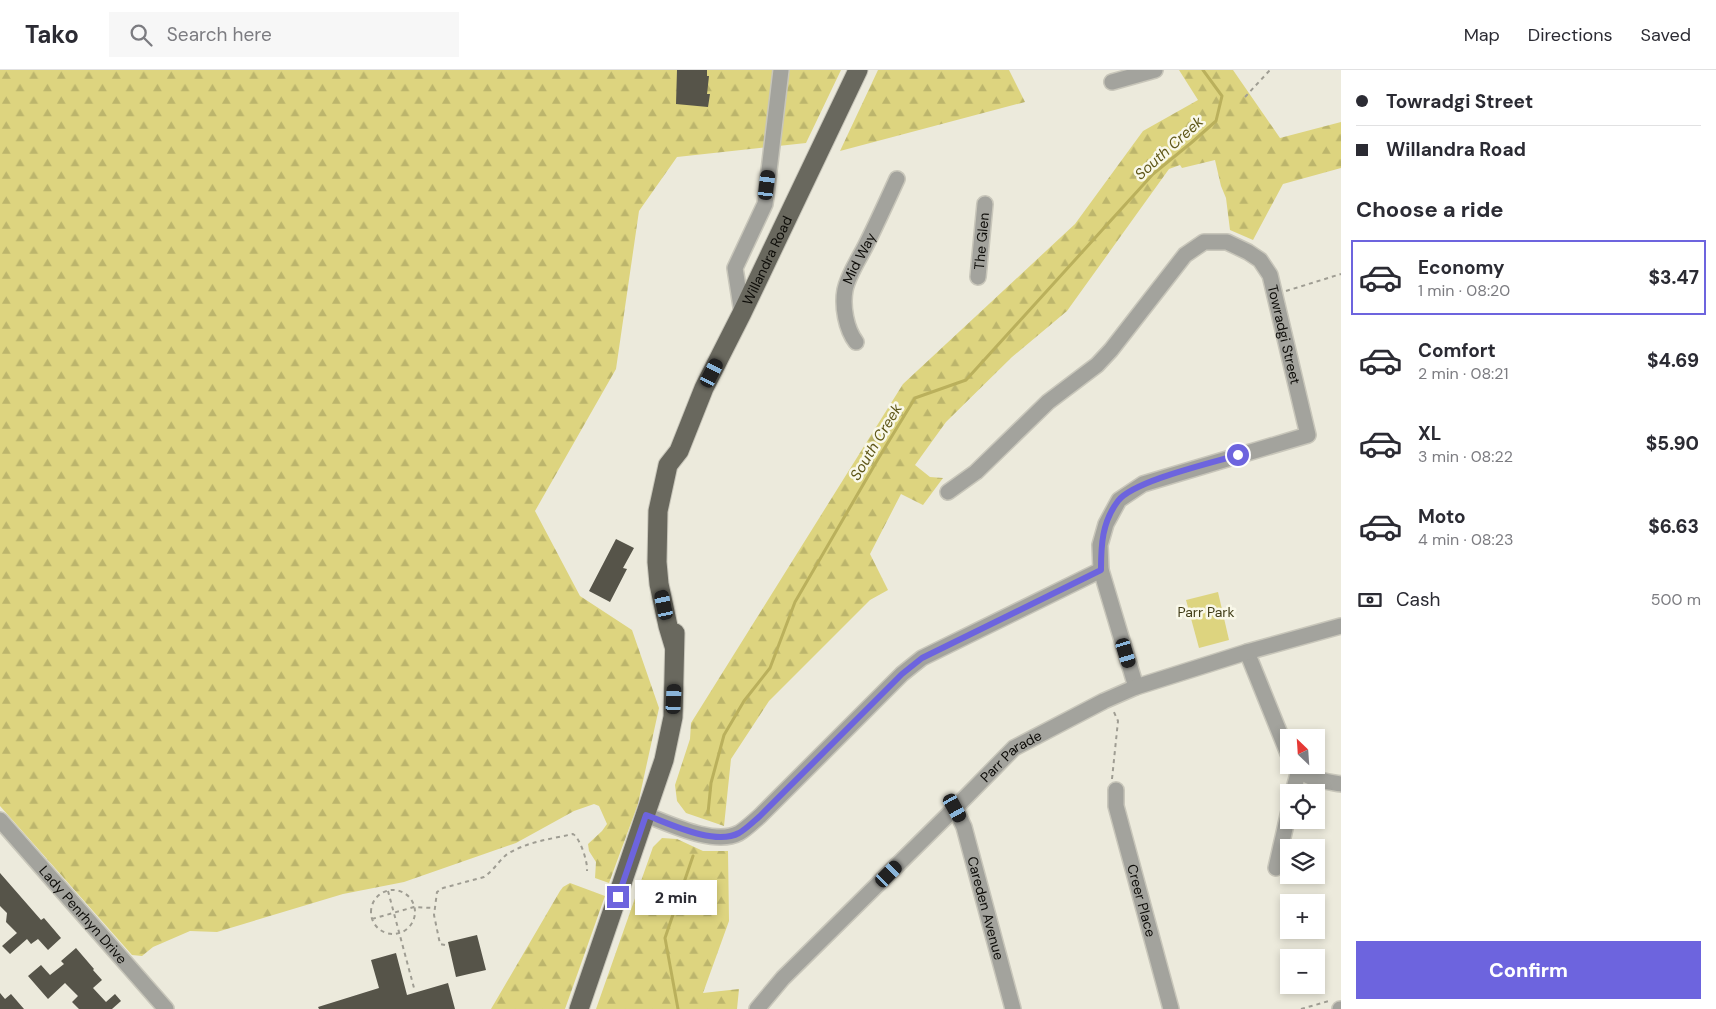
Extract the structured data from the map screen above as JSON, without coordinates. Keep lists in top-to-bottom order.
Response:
{
  "streets": {
    "main road": ["Willandra Road"],
    "street": [
      "The Glen",
      "Mid Way",
      "Towradgi Street",
      "Parr Parade",
      "Creer Place",
      "Careden Avenue",
      "Lady Penrhyn Drive"
    ]
  },
  "crossings": [
    ["Towradgi Street", "Parr Parade"],
    ["Parr Parade", "Careden Avenue"]
  ],
  "water": ["South Creek"],
  "parks": ["Parr Park"],
  "north": "top left",
  "page": {
    "header": "Tako",
    "search": "Search here",
    "nav": ["Map", "Directions", "Saved"],
    "banner": ["Towradgi Street", "Willandra Road"],
    "heading": "Choose a ride",
    "list": [
      {
        "name": "Economy",
        "note": "1 min · 08:20",
        "value": "$3.47"
      },
      {
        "name": "Comfort",
        "note": "2 min · 08:21",
        "value": "$4.69"
      },
      {
        "name": "XL",
        "note": "3 min · 08:22",
        "value": "$5.90"
      },
      {
        "name": "Moto",
        "note": "4 min · 08:23",
        "value": "$6.63"
      }
    ],
    "pay": ["Cash", "500 m"],
    "map_buttons": ["+", "−"],
    "bubble": "2 min",
    "buttons": "Confirm"
  }
}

--- --- ---

Problem details:
Please reproduce the whole listing exactly; the pictures stay out.

Exercise result:
Extract the structured data from the map screen above as JSON, without coordinates. Keep lists in top-to-bottom order.
Response:
{
  "streets": {
    "main road": ["Willandra Road"],
    "street": [
      "The Glen",
      "Mid Way",
      "Towradgi Street",
      "Parr Parade",
      "Creer Place",
      "Careden Avenue",
      "Lady Penrhyn Drive"
    ]
  },
  "crossings": [
    ["Towradgi Street", "Parr Parade"],
    ["Parr Parade", "Careden Avenue"]
  ],
  "water": ["South Creek"],
  "parks": ["Parr Park"],
  "north": "top left",
  "page": {
    "header": "Tako",
    "search": "Search here",
    "nav": ["Map", "Directions", "Saved"],
    "banner": ["Towradgi Street", "Willandra Road"],
    "heading": "Choose a ride",
    "list": [
      {
        "name": "Economy",
        "note": "1 min · 08:20",
        "value": "$3.47"
      },
      {
        "name": "Comfort",
        "note": "2 min · 08:21",
        "value": "$4.69"
      },
      {
        "name": "XL",
        "note": "3 min · 08:22",
        "value": "$5.90"
      },
      {
        "name": "Moto",
        "note": "4 min · 08:23",
        "value": "$6.63"
      }
    ],
    "pay": ["Cash", "500 m"],
    "map_buttons": ["+", "−"],
    "bubble": "2 min",
    "buttons": "Confirm"
  }
}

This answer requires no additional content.